Excerpted data: Begin
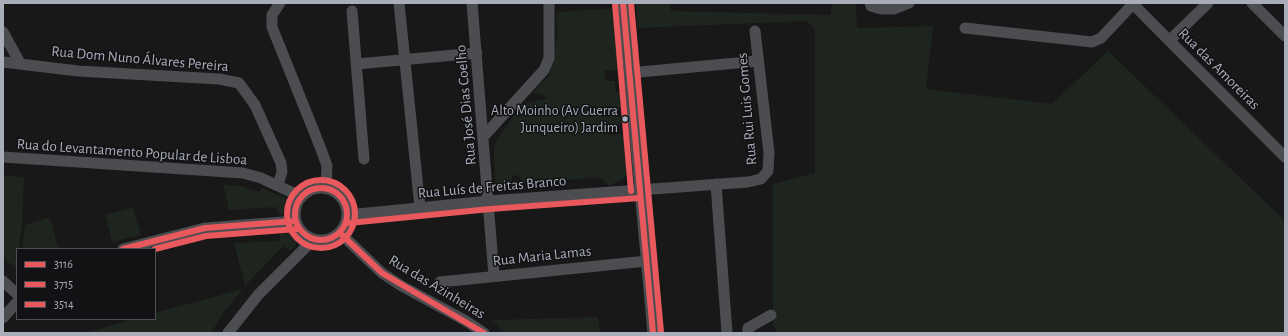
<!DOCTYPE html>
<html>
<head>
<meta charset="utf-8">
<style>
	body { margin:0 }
	#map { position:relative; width:1288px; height:336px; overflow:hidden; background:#181818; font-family:"Alegreya Sans",sans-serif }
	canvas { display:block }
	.frame { position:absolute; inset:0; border:4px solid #a9adb9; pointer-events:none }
	.legend { position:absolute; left:16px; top:248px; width:140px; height:72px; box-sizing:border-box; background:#121214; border:1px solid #4e5056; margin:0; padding:5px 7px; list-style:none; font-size:12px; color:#a9adb9 }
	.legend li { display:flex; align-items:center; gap:8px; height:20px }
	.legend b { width:20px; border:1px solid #4e5056 }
</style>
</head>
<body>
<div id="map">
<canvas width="1288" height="336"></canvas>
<div class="frame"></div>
<ul class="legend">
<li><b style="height:5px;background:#e8585d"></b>3116</li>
<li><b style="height:5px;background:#e8585d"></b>3715</li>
<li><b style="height:5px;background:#e8585d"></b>3514</li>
</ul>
</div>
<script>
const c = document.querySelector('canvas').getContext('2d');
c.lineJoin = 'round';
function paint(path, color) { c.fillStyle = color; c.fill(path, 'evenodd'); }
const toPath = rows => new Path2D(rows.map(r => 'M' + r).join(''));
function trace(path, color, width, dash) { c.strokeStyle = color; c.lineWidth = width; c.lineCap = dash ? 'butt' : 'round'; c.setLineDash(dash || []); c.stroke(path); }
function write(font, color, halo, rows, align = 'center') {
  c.font = font + ' "Alegreya Sans",sans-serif'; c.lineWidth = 3; c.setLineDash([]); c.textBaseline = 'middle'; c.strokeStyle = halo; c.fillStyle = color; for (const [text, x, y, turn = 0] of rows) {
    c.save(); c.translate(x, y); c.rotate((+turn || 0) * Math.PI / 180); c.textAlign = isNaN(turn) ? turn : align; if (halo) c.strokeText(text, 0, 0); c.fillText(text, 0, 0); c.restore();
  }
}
const green = toPath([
	[636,3,670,3,671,11,830,15,832,3,856,3,857,28,933,26,926,89,1052,104,1108,51,1285,221,1285,333,777,333,773,326,773,184,815,173,815,29,806,21,638,28],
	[615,8,620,69,604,71,606,81,615,81,616,92,622,92,623,106,618,110,618,116,623,118,623,123,609,126,609,135,624,134,628,173,624,178,609,186,602,179,591,178,522,183,519,175,512,176,510,186,501,187,495,183,494,147,498,138,522,104,546,99,544,95,533,93,550,74,558,34,556,12],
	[3,175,24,177,22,227,19,249,17,249,16,269,3,257],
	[223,184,240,186,260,192,262,188,285,198,287,202,287,209,284,214,279,215,276,207,229,210],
	[133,208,141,235,112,242,105,215],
	[50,217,58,248,22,249,25,225],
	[280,232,292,233,297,240,296,245,290,251,283,246,245,286,234,243,280,241],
	[243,289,223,313,211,333,85,333,134,319,155,319,155,313],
	[598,317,600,333,506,333,492,320]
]);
const minor = toPath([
	[280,3,272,15,272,27,321,149,327,166,326,188],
	[399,3,420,208],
	[472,3,494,276],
	[623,3,653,333],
	[870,3,871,6,881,9,894,9,909,3],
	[1132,3,1285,157],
	[1252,3,1285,36],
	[352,11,364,159],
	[965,28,1092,42,1101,38,1133,4],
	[3,32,20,63],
	[1170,40,1208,3],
	[3,62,78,71,219,79,239,83,255,105,281,163,282,172,278,185],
	[357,64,477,53],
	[629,73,758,61],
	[484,136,544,70,549,58,549,3],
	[3,157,243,173,261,178,302,197],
	[716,184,727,333],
	'295 214a26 26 0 1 1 52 0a26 26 0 1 1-52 0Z',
	[348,215,489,201,748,182,761,179,768,171,769,153,755,31],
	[340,233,382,273,400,285,466,321,484,333],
	[123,249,205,228,296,221],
	[3,281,17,294],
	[440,282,647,261],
	[3,318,17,302],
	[228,333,258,295,314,239],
	[748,333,748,328,771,315]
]);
const bus1 = toPath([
	'295 214a26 26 0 1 1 52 0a26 26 0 1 1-52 0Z',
	[340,233,382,273,484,333],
	[123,249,205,228,296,221]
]);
const bus2 = toPath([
	[615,4,631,191],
	'287 214a34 34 0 1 1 68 0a34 34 0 1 1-68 0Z',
	[349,223,490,209,640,198],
	[155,249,206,236,297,229]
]);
const bus3 = toPath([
	[623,3,653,333]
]);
const bus4 = toPath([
	[631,3,661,332]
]);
const markers = [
	[625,119,3.5,"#a9adb9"]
];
const busNames = [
	["Alto Moinho (Av Guerra",618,111],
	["Junqueiro) Jardim",618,128]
];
const streetNames = [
	["Rua Dom Nuno Álvares Pereira",140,59,5],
	["Rua das Amoreiras",1219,69,45],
	["Rua José Dias Coelho",466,105,-95],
	["Rua Rui Luis Gomes",747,109,-95],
	["Rua do Levantamento Popular de Lisboa",132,152,4],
	["Rua Luís de Freitas Branco",492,187,-5],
	["Rua Maria Lamas",542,256,-6],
	["Rua das Azinheiras",437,287,31]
];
paint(green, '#1e251f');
trace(minor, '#4c4d51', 11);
trace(bus1, '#e8585d', 6);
trace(bus2, '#e8585d', 6);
trace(bus3, '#e8585d', 6);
trace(bus4, '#e8585d', 6);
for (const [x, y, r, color] of markers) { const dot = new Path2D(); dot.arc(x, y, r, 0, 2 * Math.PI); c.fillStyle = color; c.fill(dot); trace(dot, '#121214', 1.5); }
write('14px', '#a9adb9', '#121214', busNames, 'right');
write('15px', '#a9adb9', '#121214', streetNames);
</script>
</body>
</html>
Excerpted data: End
* **Assignment**
Starting at the line with "for (const [x, y, r, color]", retype each line through the final one in the data above, unchanged and with nothing added.

* **Written response**
for (const [x, y, r, color] of markers) { const dot = new Path2D(); dot.arc(x, y, r, 0, 2 * Math.PI); c.fillStyle = color; c.fill(dot); trace(dot, '#121214', 1.5); }
write('14px', '#a9adb9', '#121214', busNames, 'right');
write('15px', '#a9adb9', '#121214', streetNames);
</script>
</body>
</html>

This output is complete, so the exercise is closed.